[Opening INFORMATION SHOWN section]

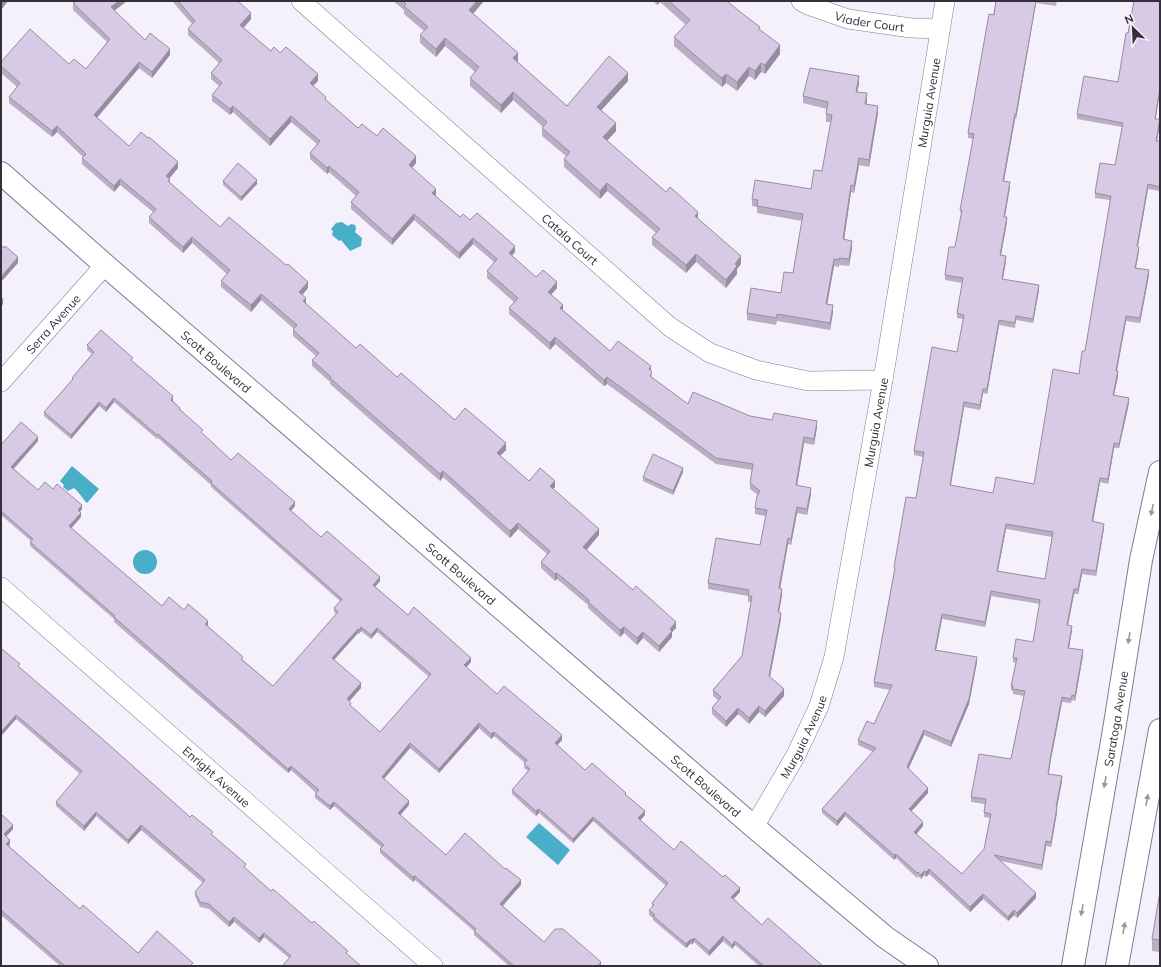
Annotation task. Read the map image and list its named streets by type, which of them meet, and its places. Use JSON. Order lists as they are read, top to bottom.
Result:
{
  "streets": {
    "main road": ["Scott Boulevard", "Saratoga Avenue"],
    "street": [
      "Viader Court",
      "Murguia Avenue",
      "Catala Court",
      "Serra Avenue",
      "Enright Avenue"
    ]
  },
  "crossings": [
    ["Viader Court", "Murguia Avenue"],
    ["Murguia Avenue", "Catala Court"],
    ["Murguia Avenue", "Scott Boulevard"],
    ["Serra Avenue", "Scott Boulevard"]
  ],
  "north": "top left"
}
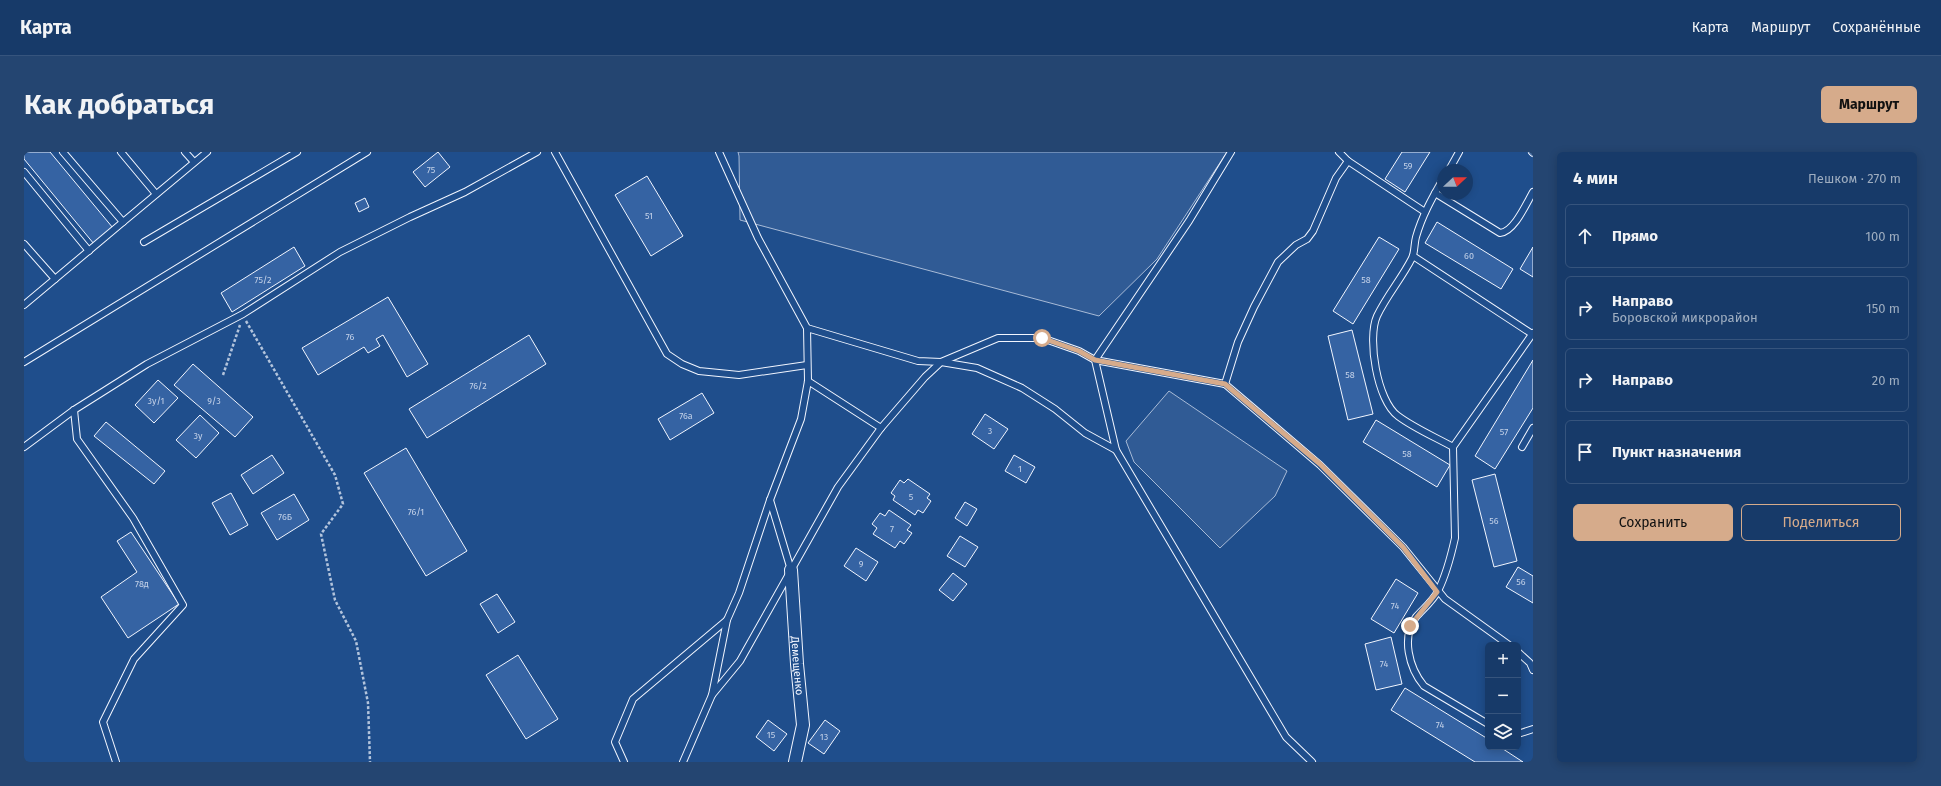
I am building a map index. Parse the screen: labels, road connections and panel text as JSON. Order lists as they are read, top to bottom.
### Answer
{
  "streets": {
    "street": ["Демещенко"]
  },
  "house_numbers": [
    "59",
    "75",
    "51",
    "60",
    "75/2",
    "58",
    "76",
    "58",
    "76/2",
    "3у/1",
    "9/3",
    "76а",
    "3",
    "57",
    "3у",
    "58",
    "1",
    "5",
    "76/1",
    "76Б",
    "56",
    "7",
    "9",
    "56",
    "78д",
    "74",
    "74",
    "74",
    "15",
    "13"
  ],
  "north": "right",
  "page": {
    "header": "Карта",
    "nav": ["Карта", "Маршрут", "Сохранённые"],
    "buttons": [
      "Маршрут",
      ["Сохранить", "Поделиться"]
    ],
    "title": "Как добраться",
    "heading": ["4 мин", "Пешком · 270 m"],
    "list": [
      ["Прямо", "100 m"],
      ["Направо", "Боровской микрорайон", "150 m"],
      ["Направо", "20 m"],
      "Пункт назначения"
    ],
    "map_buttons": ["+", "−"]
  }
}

[Closing INFORMATION SHOWN section]

# TASK TO CARRY OUT
Reproduce every entry above exactly, and omit the pictures.

# REPLY TO THE EXERCISE
Annotation task. Read the map image and list its named streets by type, which of them meet, and its places. Use JSON. Order lists as they are read, top to bottom.
Result:
{
  "streets": {
    "main road": ["Scott Boulevard", "Saratoga Avenue"],
    "street": [
      "Viader Court",
      "Murguia Avenue",
      "Catala Court",
      "Serra Avenue",
      "Enright Avenue"
    ]
  },
  "crossings": [
    ["Viader Court", "Murguia Avenue"],
    ["Murguia Avenue", "Catala Court"],
    ["Murguia Avenue", "Scott Boulevard"],
    ["Serra Avenue", "Scott Boulevard"]
  ],
  "north": "top left"
}
I am building a map index. Parse the screen: labels, road connections and panel text as JSON. Order lists as they are read, top to bottom.
### Answer
{
  "streets": {
    "street": ["Демещенко"]
  },
  "house_numbers": [
    "59",
    "75",
    "51",
    "60",
    "75/2",
    "58",
    "76",
    "58",
    "76/2",
    "3у/1",
    "9/3",
    "76а",
    "3",
    "57",
    "3у",
    "58",
    "1",
    "5",
    "76/1",
    "76Б",
    "56",
    "7",
    "9",
    "56",
    "78д",
    "74",
    "74",
    "74",
    "15",
    "13"
  ],
  "north": "right",
  "page": {
    "header": "Карта",
    "nav": ["Карта", "Маршрут", "Сохранённые"],
    "buttons": [
      "Маршрут",
      ["Сохранить", "Поделиться"]
    ],
    "title": "Как добраться",
    "heading": ["4 мин", "Пешком · 270 m"],
    "list": [
      ["Прямо", "100 m"],
      ["Направо", "Боровской микрорайон", "150 m"],
      ["Направо", "20 m"],
      "Пункт назначения"
    ],
    "map_buttons": ["+", "−"]
  }
}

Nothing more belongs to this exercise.